[PATCH] D33099: AMD Jaguar scheduler doesn't correctly model 256-bit AVX instructions

Thu May 11 06:41:35 PDT 2017

RKSimon added inline comments.

================
Comment at: lib/Target/X86/X86Schedule.td:48
 def  WriteLEA  : SchedWrite;        // LEA instructions can't fold loads.
+def  WriteLEA3 : SchedWrite;        // Complex LEA instructions can't fold loads.

----------------
The LEA3 changes should be in their own patch.

================
Comment at: lib/Target/X86/X86ScheduleBtVer2.td:137
+  let Latency = 1;
+  // FIXME: We need 0.5 but it's list<int>?
+  let ResourceCycles = [1];
----------------
Isn't this handled by the use of JALU01 grouping JALU0 + JALU1 together?
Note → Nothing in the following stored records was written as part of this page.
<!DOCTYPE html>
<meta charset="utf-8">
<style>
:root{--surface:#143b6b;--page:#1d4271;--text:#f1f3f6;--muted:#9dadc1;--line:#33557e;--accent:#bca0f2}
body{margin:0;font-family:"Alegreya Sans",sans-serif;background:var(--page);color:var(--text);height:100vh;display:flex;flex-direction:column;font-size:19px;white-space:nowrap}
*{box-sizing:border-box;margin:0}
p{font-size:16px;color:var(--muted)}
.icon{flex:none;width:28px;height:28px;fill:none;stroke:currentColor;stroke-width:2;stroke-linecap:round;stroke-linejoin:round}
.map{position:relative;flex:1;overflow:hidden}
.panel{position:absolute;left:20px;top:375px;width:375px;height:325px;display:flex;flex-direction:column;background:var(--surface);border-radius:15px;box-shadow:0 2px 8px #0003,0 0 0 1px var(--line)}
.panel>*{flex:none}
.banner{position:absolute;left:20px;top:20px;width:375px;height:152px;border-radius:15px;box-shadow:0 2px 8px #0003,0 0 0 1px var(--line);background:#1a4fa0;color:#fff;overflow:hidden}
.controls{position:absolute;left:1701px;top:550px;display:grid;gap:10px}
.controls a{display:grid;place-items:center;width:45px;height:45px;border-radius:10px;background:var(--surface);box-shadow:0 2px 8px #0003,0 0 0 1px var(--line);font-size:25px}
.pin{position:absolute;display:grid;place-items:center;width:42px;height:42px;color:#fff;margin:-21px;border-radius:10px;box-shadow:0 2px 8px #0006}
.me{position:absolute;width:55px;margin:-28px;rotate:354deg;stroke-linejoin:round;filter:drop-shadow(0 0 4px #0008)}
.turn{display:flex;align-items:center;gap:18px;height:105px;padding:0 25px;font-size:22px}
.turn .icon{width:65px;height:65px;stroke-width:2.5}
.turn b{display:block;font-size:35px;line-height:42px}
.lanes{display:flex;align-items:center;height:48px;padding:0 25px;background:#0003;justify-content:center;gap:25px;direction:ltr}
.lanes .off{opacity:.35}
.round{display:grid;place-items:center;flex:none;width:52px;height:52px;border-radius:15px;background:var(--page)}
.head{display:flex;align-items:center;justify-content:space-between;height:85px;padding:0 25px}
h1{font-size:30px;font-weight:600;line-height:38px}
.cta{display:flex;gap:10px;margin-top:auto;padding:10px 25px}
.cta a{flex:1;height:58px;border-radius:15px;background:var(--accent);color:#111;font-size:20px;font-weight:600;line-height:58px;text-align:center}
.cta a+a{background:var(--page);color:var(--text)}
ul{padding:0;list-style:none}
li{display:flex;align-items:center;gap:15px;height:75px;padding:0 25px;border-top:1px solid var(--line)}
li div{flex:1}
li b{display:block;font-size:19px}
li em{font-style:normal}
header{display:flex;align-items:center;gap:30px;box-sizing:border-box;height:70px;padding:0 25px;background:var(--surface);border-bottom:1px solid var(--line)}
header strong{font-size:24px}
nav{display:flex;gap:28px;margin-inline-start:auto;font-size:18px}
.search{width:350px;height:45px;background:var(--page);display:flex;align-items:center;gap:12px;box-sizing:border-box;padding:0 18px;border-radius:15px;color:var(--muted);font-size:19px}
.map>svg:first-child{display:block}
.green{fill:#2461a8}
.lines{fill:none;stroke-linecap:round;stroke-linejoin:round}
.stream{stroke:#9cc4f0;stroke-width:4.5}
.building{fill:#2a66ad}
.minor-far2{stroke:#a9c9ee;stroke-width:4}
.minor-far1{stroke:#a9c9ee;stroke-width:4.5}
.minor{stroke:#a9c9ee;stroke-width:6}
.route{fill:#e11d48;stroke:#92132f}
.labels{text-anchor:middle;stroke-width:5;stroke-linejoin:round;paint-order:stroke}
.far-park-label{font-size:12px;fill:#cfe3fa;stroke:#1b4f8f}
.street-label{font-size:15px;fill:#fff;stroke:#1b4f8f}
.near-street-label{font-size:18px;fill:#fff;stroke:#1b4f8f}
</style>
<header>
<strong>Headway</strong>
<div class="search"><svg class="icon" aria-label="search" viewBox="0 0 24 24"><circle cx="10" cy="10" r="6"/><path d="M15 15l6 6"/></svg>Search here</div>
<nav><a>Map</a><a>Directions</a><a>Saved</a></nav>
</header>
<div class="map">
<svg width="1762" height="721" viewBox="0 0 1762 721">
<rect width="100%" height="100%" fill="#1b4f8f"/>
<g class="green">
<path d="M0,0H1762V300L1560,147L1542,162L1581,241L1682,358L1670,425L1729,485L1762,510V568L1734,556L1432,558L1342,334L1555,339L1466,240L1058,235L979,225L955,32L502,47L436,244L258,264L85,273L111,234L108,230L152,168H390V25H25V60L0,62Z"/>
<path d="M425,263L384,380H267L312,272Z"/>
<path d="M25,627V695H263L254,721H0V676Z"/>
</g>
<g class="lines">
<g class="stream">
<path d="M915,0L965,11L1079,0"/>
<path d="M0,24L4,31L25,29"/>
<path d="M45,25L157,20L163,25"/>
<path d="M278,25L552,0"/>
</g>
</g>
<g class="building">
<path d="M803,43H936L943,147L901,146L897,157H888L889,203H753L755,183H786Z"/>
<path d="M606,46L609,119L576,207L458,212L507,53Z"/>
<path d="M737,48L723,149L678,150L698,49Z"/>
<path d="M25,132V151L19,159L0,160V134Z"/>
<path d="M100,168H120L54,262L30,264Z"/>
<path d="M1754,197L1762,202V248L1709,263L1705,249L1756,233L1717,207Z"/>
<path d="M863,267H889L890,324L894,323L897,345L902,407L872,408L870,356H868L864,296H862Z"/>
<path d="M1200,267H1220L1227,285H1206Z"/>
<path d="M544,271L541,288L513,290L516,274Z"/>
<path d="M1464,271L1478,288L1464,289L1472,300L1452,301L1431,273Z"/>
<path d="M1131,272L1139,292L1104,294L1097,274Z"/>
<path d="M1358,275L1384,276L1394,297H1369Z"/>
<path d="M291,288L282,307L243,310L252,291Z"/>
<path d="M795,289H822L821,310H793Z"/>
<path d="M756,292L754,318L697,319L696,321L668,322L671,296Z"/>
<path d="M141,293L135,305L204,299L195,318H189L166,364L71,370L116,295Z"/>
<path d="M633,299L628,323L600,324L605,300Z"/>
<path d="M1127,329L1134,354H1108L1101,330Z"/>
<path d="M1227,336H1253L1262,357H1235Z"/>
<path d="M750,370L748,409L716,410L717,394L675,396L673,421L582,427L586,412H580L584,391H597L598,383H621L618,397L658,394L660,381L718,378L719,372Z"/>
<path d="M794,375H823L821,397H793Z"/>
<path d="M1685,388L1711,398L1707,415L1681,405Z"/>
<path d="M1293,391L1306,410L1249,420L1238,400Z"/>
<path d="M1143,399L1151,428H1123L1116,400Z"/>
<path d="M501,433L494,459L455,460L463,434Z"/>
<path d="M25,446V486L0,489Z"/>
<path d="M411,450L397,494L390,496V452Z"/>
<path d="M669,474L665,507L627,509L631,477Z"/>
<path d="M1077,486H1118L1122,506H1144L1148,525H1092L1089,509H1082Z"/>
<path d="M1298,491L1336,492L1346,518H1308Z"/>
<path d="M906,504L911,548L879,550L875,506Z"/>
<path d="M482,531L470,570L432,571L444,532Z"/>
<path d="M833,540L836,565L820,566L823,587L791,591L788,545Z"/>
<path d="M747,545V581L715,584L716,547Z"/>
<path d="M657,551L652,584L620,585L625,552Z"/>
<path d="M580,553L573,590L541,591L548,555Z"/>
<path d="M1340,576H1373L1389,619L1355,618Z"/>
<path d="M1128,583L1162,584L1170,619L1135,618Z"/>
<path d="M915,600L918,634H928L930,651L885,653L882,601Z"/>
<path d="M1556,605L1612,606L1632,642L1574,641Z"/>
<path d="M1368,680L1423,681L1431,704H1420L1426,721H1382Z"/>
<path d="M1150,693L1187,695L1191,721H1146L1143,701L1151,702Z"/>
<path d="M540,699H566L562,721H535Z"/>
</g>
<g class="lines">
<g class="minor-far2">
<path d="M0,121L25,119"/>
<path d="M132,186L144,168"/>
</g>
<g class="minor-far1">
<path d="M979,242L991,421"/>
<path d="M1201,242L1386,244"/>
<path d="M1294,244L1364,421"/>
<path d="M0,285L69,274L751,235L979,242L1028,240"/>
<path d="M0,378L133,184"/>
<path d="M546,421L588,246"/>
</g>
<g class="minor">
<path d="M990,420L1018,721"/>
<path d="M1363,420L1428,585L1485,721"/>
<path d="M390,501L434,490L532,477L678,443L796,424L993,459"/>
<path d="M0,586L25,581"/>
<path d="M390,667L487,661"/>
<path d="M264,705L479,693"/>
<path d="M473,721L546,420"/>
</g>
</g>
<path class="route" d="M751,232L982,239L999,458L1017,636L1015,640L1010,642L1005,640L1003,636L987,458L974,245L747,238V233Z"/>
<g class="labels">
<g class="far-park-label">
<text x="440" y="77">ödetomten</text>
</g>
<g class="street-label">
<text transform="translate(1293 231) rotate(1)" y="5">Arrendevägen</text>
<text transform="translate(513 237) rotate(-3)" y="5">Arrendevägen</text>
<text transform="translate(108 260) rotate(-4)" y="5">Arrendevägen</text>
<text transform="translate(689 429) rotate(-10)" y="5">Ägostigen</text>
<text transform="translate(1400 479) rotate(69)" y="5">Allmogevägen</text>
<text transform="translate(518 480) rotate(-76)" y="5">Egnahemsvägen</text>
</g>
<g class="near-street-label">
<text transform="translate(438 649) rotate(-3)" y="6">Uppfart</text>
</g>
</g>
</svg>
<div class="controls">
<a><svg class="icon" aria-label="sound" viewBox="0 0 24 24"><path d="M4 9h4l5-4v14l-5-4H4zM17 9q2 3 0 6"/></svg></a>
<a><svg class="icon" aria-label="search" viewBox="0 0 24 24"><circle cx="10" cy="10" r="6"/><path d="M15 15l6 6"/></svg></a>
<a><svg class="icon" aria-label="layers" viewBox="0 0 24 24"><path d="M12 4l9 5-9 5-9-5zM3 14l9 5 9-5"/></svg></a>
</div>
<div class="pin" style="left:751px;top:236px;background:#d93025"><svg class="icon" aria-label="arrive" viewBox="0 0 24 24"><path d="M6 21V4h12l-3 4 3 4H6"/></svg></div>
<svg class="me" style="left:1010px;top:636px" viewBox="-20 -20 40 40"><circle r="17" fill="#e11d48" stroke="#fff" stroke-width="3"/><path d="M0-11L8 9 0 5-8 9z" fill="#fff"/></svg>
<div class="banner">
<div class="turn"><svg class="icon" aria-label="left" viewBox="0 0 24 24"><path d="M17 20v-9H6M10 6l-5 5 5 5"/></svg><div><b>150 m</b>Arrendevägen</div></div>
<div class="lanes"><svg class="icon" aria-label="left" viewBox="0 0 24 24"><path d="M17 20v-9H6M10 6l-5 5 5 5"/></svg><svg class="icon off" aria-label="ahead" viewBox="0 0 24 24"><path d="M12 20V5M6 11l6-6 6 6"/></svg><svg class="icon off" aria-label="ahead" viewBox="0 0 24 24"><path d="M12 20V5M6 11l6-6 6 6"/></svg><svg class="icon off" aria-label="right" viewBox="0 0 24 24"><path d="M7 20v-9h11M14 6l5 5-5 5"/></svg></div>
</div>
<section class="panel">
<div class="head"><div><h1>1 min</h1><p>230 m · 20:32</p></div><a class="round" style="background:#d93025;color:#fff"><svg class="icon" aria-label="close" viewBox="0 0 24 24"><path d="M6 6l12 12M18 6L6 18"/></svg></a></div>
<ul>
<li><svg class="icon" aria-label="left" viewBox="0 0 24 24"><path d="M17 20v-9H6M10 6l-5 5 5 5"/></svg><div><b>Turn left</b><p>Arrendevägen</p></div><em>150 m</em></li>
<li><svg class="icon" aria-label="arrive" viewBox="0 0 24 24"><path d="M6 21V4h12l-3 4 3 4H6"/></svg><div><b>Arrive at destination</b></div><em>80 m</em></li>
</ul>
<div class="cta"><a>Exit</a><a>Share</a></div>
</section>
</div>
So it has a choice of 2 pipes and it will have a tp of 1cy whichever it goes down.

================
Comment at: test/CodeGen/X86/sse2-schedule.ll:6022
 ; BTVER2-NEXT:    vunpcklpd {{.*#+}} xmm0 = xmm0[0],xmm1[0] sched: [1:0.50]
-; BTVER2-NEXT:    vunpcklpd {{.*#+}} xmm1 = xmm0[0],mem[0] sched: [6:1.00]
+; BTVER2-NEXT:    vunpcklpd {{.*#+}} xmm1 = xmm0[0],mem[0] sched: [6:0.50]
 ; BTVER2-NEXT:    vaddpd %xmm1, %xmm0, %xmm0 # sched: [3:1.00]
----------------
Jaguar has a max of 1 load/cycle - so the tp should still be 1.00

https://reviews.llvm.org/D33099